Efforts to keep up with advancements in generative AI have led to an influx of applied safety research organized by both government and industry. Governments are motivated to implement regulation and auditing schemes as quickly as possible with the methods at hand for the models at hand. Meanwhile, to remain competitive industry labs need to build AI systems that are both “capable enough” to meet consumer needs and “safe enough” to avoid negative attention from the public. As a result, they invest large shares of their R&D budgets into pragmatic research projects with quick turnaround times and minimal safety checks which can deliver measurable economic returns. However, black box evaluations and applied science – the only viable options given our current understanding and methodologies – are limited in what they can offer in terms of safety guarantees. In particular, they do not provide the depth of understanding or breadth of evidence necessary for principled safety arguments of powerful AI systems.

The rest of this post is structured according to three hierarchical aims. Our most expansive goal is to build a science of AI safety capable of rigorously evaluating AI systems as they become more advanced. In the section Safety Cases: An Applied Science Artifact, we draw on safety cases to support this goal. These are structured arguments, originally introduced by Clymer et al. used to guide government standards composed of applied science metrics for estimating technological risks. In AI safety, there is currently no cohesive scientific framework with which to construct these arguments, leading to a situation similar to trying to estimate the risk of a nuclear reactor without an understanding of nuclear physics. Without incorporating more basic science, we argue that AI safety lacks the substance, rigor, and strength necessary for a compelling safety case.

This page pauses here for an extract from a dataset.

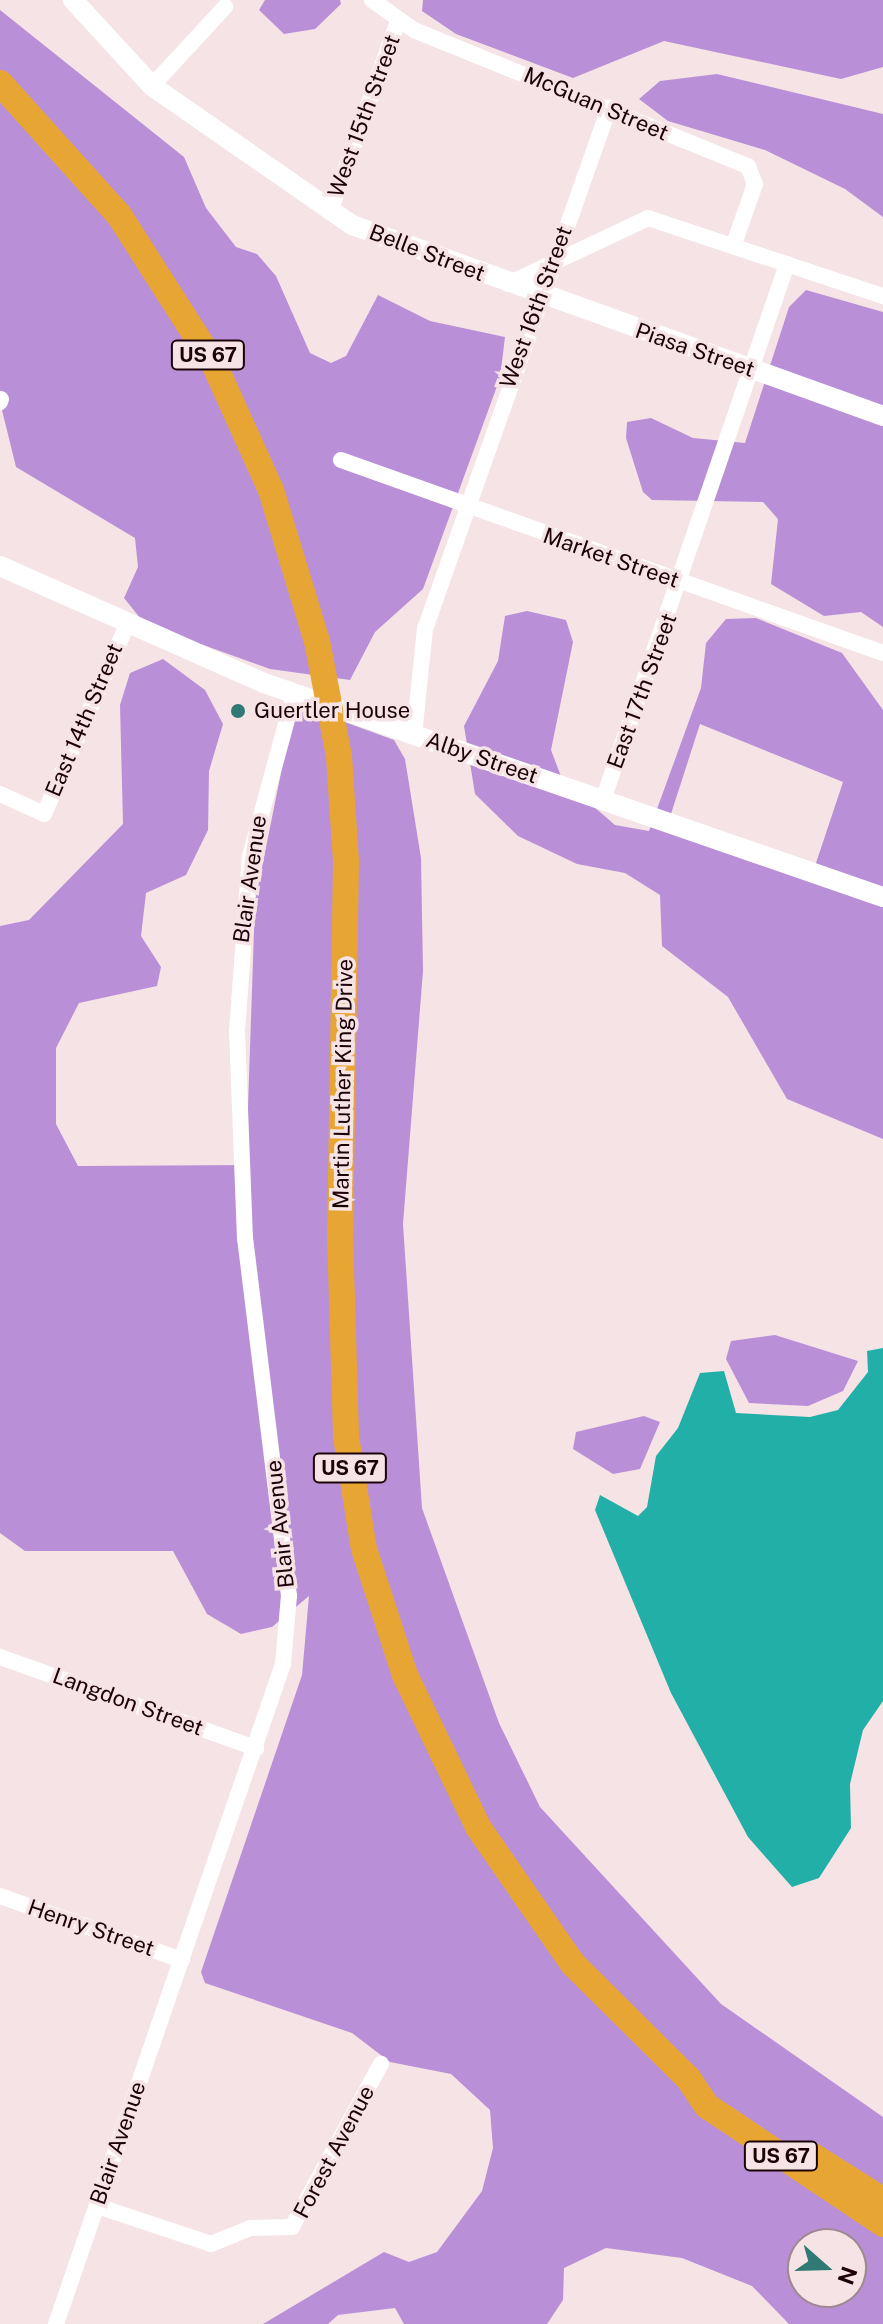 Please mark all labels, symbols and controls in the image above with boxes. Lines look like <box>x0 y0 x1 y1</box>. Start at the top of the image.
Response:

In an effort to construct stronger safety cases, our secondary aim is to push the science of AI safety toward firmer ground by promoting more use-inspired basic research (UIBR). In the section Use Inspired Basic Research and Safety Case Trading Zones, we motivate trading zones as a way to frame collaborations between basic science, applied science, and governance that will lead to UIBR with a safety case as its use-inspiration.

In the section Laying the Groundwork for Trading with Basic Research, we discuss ways of encouraging collaboration with different communities within basic science, by either making basic research more legible to applied scientists or better orienting it to the wants and needs of the AI safety community. We propose the need for greater community interventions to this end and lay out our own directions for future work.

Safety Cases: An Applied Science Artifact

To date, government requirements for auditing advanced AI systems have been imprecise, leading to a confused understanding of AI’s risks, where they come from, and how developers are responsible for controlling them. SB-1047, a recently proposed (and more recently vetoed)^[2] bill in California, asks AI developers to demonstrate “positive safety determination” that “excludes hazardous capabilities”, while providing little insight as to what exactly constitutes a “hazardous capability” or conditions for positive determination.

This dearth of technical specification has brought the notion of Safety Cases to the attention of the AI Safety Community. According to the UK Ministry of Defence, a safety case is a "structured argument, supported by a body of evidence, that provides a compelling, comprehensible, and valid case that a system is safe for a given application in a given environment."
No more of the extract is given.